Input: PKI.network.operator.openshift.io Output: Signed keypairs, distributed via Secrets and ConfigMaps

This is a small controller that manages a PKI : it creates a CA and a single certificate signed by that CA. It is used for OVN PKI - it is not intended to be created by end-users. It is used by the Network controller for OVN-Kubernetes, as well as the Signer controller for OVN-Kubernetes ipsec.

Note, CNO and core networking components cannot use the service-ca-operator, as that operator requires a functioning pod network.

Signer controller

Input: CertificateSigningRequest Output: CertificateSigningRequest .Status

The Signer controller signs CertificateSigningRequests with a Signer of network.openshift.io/signer. These CSRs are generated by a DaemonSet on each node that manages IPSec.

The PKI is created by the Operator PKI controller.

Proxy Config

Input: Proxy.config.openshift.io, all ConfigMaps in the openshift-config Namespace Output: Proxy.config.openshift.io .Status, ConfigMap openshift-config-managed/trusted-ca-bundle

See the enhancement proposal.

The ProxyConfig controller has two functions:

  • Derive the Proxy Status from the Spec, merging in other variables from the cluster configuration. This includes properties such as NO_PROXY.
  • Generate a CA bundle with all CAs merged (which is consumed by the CA injector).

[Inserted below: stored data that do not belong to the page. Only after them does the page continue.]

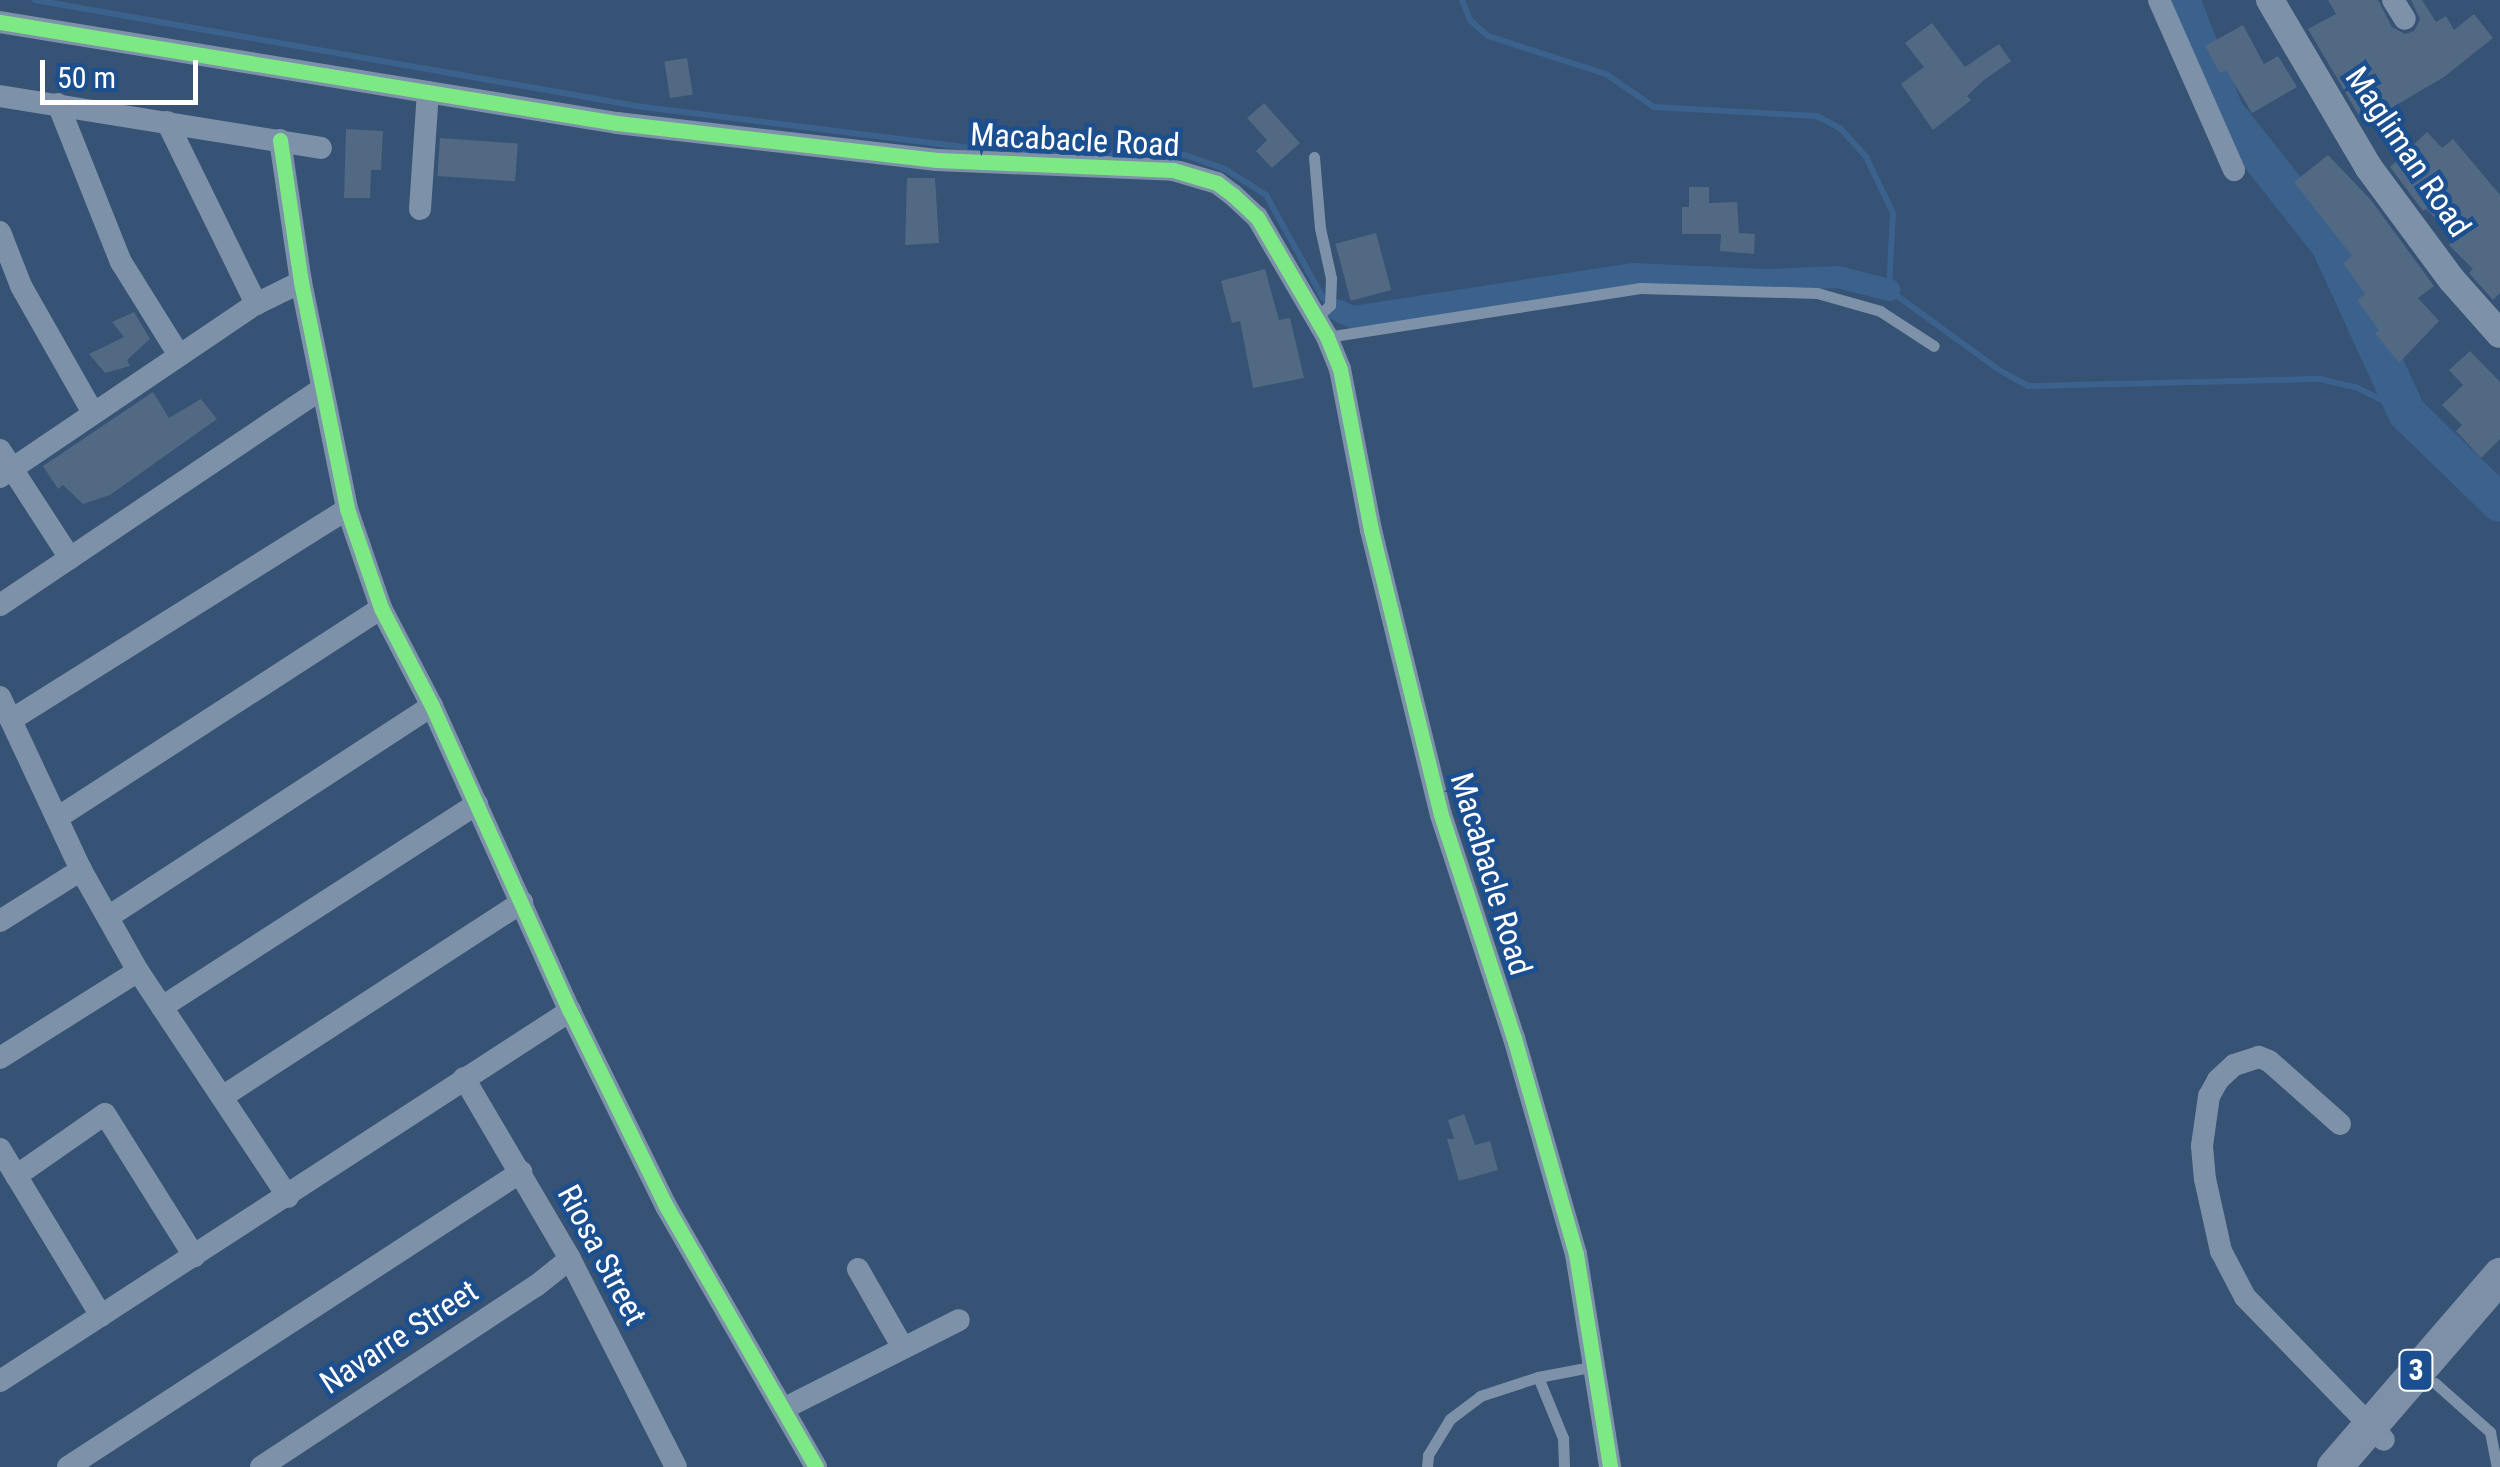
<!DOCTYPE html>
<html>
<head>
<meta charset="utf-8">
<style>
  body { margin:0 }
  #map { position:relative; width:2500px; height:1467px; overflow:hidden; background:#365274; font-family:"Roboto Condensed",sans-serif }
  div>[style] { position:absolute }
  .stream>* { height:6px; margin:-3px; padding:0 3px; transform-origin:3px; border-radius:3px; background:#3b618d }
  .canal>* { height:22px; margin:-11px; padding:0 11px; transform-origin:11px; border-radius:11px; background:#3b618d }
  .river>* { height:38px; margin:-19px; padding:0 19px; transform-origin:19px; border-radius:19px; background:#3b618d }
  .building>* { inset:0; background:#526984; transform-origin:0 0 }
  .service>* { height:11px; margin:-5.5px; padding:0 5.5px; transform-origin:5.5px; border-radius:5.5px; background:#7d92a8 }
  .minor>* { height:22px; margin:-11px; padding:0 11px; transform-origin:11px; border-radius:11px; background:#7d92a8 }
  .tertiary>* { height:28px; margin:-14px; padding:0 14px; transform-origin:14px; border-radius:14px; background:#7d92a8 }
  .trunk>* { height:35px; margin:-17.5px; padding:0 17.5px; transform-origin:17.5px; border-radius:17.5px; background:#7e90a7 }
  .cycleway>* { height:15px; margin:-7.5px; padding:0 7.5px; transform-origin:7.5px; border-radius:7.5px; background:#7ce984 }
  span { translate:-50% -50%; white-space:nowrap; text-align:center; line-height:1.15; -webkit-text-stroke:9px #1b4f8f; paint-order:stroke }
  .shield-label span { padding:2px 8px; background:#1b4f8f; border:2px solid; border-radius:8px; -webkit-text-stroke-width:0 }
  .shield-label { font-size:30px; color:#fff; font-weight:700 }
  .street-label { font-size:32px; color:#fff }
  .scale { position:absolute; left:40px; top:60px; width:158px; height:45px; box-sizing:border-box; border:5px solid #fff; border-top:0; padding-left:12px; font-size:30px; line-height:35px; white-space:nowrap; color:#fff; -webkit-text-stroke:8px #1b4f8f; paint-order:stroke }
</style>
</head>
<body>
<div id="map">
  <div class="stream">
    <div style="left:35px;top:0;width:617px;rotate:9.98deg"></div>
    <div style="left:643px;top:107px;width:341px;rotate:7.1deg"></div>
    <div style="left:981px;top:149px;width:204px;rotate:1.7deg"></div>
    <div style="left:1185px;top:155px;width:42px;rotate:19.3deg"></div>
    <div style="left:1225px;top:169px;width:49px;rotate:32.4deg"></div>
    <div style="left:1266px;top:195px;width:118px;rotate:61deg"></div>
    <div style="left:1323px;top:298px;width:18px;rotate:41deg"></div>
    <div style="left:1462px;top:0;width:22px;rotate:68deg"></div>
    <div style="left:1470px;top:20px;width:24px;rotate:42deg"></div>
    <div style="left:1488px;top:36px;width:124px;rotate:17.9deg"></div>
    <div style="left:1606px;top:74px;width:58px;rotate:34.5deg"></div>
    <div style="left:1654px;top:107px;width:163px;rotate:3.2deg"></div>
    <div style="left:1817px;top:116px;width:27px;rotate:28deg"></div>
    <div style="left:1841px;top:129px;width:38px;rotate:48deg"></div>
    <div style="left:1866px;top:157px;width:62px;rotate:64.3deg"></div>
    <div style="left:1893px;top:213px;width:77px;rotate:93deg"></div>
    <div style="left:1889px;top:290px;width:136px;rotate:36deg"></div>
    <div style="left:1999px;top:370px;width:33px;rotate:29deg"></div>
    <div style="left:2028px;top:386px;width:292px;rotate:-1.4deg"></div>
    <div style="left:2320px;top:379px;width:37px;rotate:13deg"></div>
    <div style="left:2356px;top:387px;width:57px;rotate:27deg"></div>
    <div style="left:1634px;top:274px;width:79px;rotate:3.6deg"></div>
  </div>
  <div class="canal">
    <div style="left:1337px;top:310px;width:17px;rotate:25deg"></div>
    <div style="left:1352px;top:317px;width:285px;rotate:-8.7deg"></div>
    <div style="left:1634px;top:274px;width:135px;rotate:2.5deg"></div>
    <div style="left:1769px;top:280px;width:69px;rotate:-2.5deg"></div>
    <div style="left:1838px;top:277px;width:53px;rotate:14.3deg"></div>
  </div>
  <div class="river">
    <div style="left:2181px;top:0;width:120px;rotate:68.6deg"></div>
    <div style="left:2225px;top:112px;width:169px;rotate:51.7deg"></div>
    <div style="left:2330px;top:245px;width:185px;rotate:65.4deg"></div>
    <div style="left:2407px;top:413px;width:129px;rotate:44.1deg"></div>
  </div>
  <div class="building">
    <div style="clip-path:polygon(2328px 0,2378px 0,2392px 27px,2405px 34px,2414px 31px,2420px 19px,2411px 0,2422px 0,2436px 22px,2446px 16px,2454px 30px,2474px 14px,2493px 38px,2444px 77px,2364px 124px,2308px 29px,2336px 14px)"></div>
    <div style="clip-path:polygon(1932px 23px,1965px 67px,1999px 44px,2011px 61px,1984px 80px,1967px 96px,1971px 100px,1933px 130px,1901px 84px,1924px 67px,1905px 43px)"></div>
    <div style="clip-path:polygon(2243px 25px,2264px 64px,2278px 56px,2297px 87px,2252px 113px,2226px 70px,2220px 73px,2205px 46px)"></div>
    <div style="left:687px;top:58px;width:37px;height:23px;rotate:81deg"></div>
    <div style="clip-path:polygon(1264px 103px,1300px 143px,1272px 168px,1256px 151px,1267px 140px,1247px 118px)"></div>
    <div style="clip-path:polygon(346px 129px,383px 131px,381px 170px,371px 170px,370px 198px,344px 198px)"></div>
    <div style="clip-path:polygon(2427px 132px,2442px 148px,2453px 139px,2500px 195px,2500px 293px,2493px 300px,2469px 273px,2473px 269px,2449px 245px,2456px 238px,2426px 209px,2423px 211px,2390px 167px)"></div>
    <div style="left:440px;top:138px;width:78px;height:38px;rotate:4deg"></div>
    <div style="clip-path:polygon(2328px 155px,2371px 200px,2434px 286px,2418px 298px,2439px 321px,2399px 363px,2375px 333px,2379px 330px,2357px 300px,2365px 294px,2343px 263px,2352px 256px,2294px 182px)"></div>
    <div style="clip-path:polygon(907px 178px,935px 178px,939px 243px,905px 245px)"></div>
    <div style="clip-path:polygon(1689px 187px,1709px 187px,1709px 203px,1737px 202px,1739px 233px,1755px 234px,1754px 254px,1720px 251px,1721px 234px,1682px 234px,1682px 207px,1689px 207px)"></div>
    <div style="left:1376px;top:233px;width:59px;height:42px;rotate:75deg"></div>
    <div style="clip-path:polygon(1265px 269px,1279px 320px,1290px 318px,1304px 378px,1253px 388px,1240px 321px,1232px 323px,1221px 281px)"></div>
    <div style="clip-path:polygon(134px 312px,150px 339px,127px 360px,130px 366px,105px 373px,89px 354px,124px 337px,112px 322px)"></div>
    <div style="clip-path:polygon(2470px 351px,2500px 382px,2500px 439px,2481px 458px,2456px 431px,2462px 425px,2442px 405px,2463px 385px,2449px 370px)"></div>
    <div style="clip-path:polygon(153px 392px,169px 418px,201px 399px,217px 419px,110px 495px,83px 504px,63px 485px,58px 489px,43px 466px)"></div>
    <div style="clip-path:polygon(1464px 1114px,1475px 1145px,1490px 1141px,1498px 1170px,1459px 1181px,1447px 1139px,1454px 1139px,1448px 1120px)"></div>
  </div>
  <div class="service">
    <div style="left:1314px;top:157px;width:71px;rotate:85.2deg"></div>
    <div style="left:1320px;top:228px;width:51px;rotate:77.6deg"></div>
    <div style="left:1331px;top:278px;width:27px;rotate:92deg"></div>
    <div style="left:1330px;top:305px;width:18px;rotate:137deg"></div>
    <div style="left:1327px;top:337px;width:317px;rotate:-8.9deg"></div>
    <div style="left:1640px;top:288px;width:177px;rotate:1.6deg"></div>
    <div style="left:1817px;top:293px;width:66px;rotate:15.9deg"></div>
    <div style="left:1880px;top:311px;width:64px;rotate:32.9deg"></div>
    <div style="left:1538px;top:1377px;width:66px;rotate:67.7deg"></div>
    <div style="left:1563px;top:1438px;width:29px;rotate:88deg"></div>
    <div style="left:2435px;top:1383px;width:74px;rotate:41.7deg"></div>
    <div style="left:2490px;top:1432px;width:36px;rotate:79deg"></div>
    <div style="left:1427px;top:1467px;width:12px;rotate:-85deg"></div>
    <div style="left:1428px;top:1455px;width:42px;rotate:-58.6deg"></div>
    <div style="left:1450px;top:1419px;width:38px;rotate:-37deg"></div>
    <div style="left:1480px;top:1396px;width:61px;rotate:-18.1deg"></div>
    <div style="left:1538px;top:1377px;width:58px;rotate:-10.9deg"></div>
  </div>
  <div class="minor">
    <div style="left:2159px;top:0;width:186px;rotate:66.2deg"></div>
    <div style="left:2393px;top:0;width:22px;rotate:58deg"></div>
    <div style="left:0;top:22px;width:625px;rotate:9.3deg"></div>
    <div style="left:617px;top:123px;width:322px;rotate:6.6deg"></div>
    <div style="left:937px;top:160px;width:236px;rotate:2.4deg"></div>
    <div style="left:1173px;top:170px;width:46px;rotate:16.5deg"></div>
    <div style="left:1217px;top:183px;width:20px;rotate:37deg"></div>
    <div style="left:1233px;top:195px;width:33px;rotate:43deg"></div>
    <div style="left:1257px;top:217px;width:139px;rotate:59.7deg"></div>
    <div style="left:1327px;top:337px;width:35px;rotate:68deg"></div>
    <div style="left:1340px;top:369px;width:164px;rotate:79.1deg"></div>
    <div style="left:1371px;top:530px;width:293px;rotate:76.2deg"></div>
    <div style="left:1441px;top:815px;width:235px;rotate:71.9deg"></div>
    <div style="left:1514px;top:1038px;width:225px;rotate:74deg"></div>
    <div style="left:1576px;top:1254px;width:216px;rotate:80.9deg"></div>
    <div style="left:0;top:96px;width:325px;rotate:9.2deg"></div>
    <div style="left:58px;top:104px;width:170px;rotate:68.3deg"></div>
    <div style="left:121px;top:262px;width:110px;rotate:58.1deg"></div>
    <div style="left:167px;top:122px;width:203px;rotate:63.9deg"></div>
    <div style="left:280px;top:140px;width:144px;rotate:81.6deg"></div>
    <div style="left:301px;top:282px;width:232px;rotate:78.5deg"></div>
    <div style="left:347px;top:509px;width:105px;rotate:71deg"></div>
    <div style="left:381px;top:608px;width:110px;rotate:62.5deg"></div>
    <div style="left:432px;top:706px;width:335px;rotate:65.7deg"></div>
    <div style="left:570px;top:1011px;width:217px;rotate:63.8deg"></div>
    <div style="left:666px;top:1206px;width:301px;rotate:60.1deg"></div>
    <div style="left:420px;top:209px;width:117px;rotate:-86.1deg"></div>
    <div style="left:0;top:232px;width:58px;rotate:68.7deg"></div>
    <div style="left:21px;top:286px;width:146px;rotate:60.4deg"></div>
    <div style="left:0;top:450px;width:129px;rotate:57.1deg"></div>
    <div style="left:0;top:477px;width:309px;rotate:-34.1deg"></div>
    <div style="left:256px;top:304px;width:50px;rotate:-26.1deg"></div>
    <div style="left:0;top:605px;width:388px;rotate:-33.9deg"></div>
    <div style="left:0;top:697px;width:191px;rotate:64.9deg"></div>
    <div style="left:81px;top:870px;width:116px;rotate:60.6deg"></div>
    <div style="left:138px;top:971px;width:271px;rotate:56.4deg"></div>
    <div style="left:11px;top:720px;width:397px;rotate:-32.1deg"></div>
    <div style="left:57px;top:818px;width:386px;rotate:-32.9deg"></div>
    <div style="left:108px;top:917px;width:387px;rotate:-33.1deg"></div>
    <div style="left:0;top:921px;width:96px;rotate:-32.2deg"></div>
    <div style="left:162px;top:1007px;width:375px;rotate:-32.8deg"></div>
    <div style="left:0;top:1058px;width:163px;rotate:-32.2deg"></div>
    <div style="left:464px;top:1078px;width:210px;rotate:59.6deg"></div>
    <div style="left:570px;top:1259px;width:233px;rotate:63deg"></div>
    <div style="left:222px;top:1097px;width:358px;rotate:-33deg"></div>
    <div style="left:2340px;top:1124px;width:95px;rotate:-138.4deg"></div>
    <div style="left:2269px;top:1061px;width:11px;rotate:-158deg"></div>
    <div style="left:2259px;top:1057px;width:26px;rotate:162deg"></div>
    <div style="left:2234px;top:1065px;width:22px;rotate:137deg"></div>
    <div style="left:2218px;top:1080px;width:18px;rotate:119deg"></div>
    <div style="left:2209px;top:1096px;width:50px;rotate:98deg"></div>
    <div style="left:2202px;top:1146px;width:33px;rotate:85deg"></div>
    <div style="left:2205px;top:1179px;width:74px;rotate:77.5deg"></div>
    <div style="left:2221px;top:1251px;width:52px;rotate:62.4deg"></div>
    <div style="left:2245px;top:1297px;width:199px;rotate:45.8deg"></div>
    <div style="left:0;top:1149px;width:195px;rotate:58.8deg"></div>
    <div style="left:16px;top:1176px;width:108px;rotate:-34.9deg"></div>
    <div style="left:105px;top:1114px;width:168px;rotate:57.9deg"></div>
    <div style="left:858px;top:1269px;width:91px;rotate:60.3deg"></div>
    <div style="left:0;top:1381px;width:680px;rotate:-32.99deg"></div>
    <div style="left:783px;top:1409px;width:197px;rotate:-26.8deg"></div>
    <div style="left:68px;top:1467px;width:541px;rotate:-33.07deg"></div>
    <div style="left:261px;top:1467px;width:329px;rotate:-33.4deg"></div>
    <div style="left:536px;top:1286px;width:43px;rotate:-38.5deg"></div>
  </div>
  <div class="tertiary">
    <div style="left:2270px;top:0;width:195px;rotate:59.5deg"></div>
    <div style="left:2369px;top:168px;width:139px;rotate:53.5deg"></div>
    <div style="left:2452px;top:280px;width:72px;rotate:48.4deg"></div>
  </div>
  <div class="trunk">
    <div style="left:2334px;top:1467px;width:254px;rotate:-49.2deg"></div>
  </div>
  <div class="cycleway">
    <div style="left:0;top:22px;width:625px;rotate:9.3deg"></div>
    <div style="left:617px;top:123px;width:322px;rotate:6.6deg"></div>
    <div style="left:937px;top:160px;width:236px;rotate:2.4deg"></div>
    <div style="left:1173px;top:170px;width:46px;rotate:16.5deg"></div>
    <div style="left:1217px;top:183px;width:20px;rotate:37deg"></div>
    <div style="left:1233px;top:195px;width:33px;rotate:43deg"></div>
    <div style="left:1257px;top:217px;width:139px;rotate:59.7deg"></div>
    <div style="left:1327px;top:337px;width:35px;rotate:68deg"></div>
    <div style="left:1340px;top:369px;width:164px;rotate:79.1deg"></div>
    <div style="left:1371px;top:530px;width:293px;rotate:76.2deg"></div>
    <div style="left:1441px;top:815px;width:235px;rotate:71.9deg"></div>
    <div style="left:1514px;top:1038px;width:225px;rotate:74deg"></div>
    <div style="left:1576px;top:1254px;width:216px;rotate:80.9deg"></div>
    <div style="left:280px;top:140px;width:144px;rotate:81.6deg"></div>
    <div style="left:301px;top:282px;width:232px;rotate:78.5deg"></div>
    <div style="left:347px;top:509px;width:105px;rotate:71deg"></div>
    <div style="left:381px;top:608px;width:110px;rotate:62.5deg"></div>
    <div style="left:432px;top:706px;width:335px;rotate:65.7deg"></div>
    <div style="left:570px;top:1011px;width:217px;rotate:63.8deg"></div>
    <div style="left:666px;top:1206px;width:301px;rotate:60.1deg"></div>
  </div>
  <div class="shield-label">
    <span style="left:2416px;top:1370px">3</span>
  </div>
  <div class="street-label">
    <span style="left:1075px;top:140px;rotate:3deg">Macabacle Road</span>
    <span style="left:2408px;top:152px;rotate:56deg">Magliman Road</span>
    <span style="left:1491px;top:874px;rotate:73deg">Macabacle Road</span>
    <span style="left:602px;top:1255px;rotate:62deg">Riosa Street</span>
    <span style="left:399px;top:1337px;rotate:-33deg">Navarre Street</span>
  </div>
  <div class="scale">50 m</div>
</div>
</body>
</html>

CAs are read from ConfigMaps as well as system trust.

Configmap CA Injector

Input: Configmap openshift-config-managed/trusted-ca-bundle and all with the label config.openshift.io/inject-trusted-cabundle = true

Output: Configmaps

This controller is used for distributing certificates across the cluster. It watches ConfigMaps with a specific label. Any CM with that label will have the CA bundle injected.

Connectivity Check Controller

TODO

Deriving status

All controllers should report a status back. The controllers in the CNO are no different.

The CNO derives status in two ways:

  • Controllers can report a Degraded / non-Degraded state
  • A special Status Controller watches Pods, Deployments, and Daemonsets and derives status from them. This is only used for pods created by the Network controller. It is from this that we determine the "Available" and "Progressing" statuses. There is more detailed documentation.

Status is posted to both the Network.operator.openshift.io object, as well as the network ClusterOperator.config.openshift.io object, and the two statuses are currently identical.

Changes needed

The Status-generating infrastructure in the CNO was written before it had multiple control loops. Correct behavior would be to separate status per-controller, and only publish network-controller status to the Network.operator object. This would reflect the logical structure more cleanly.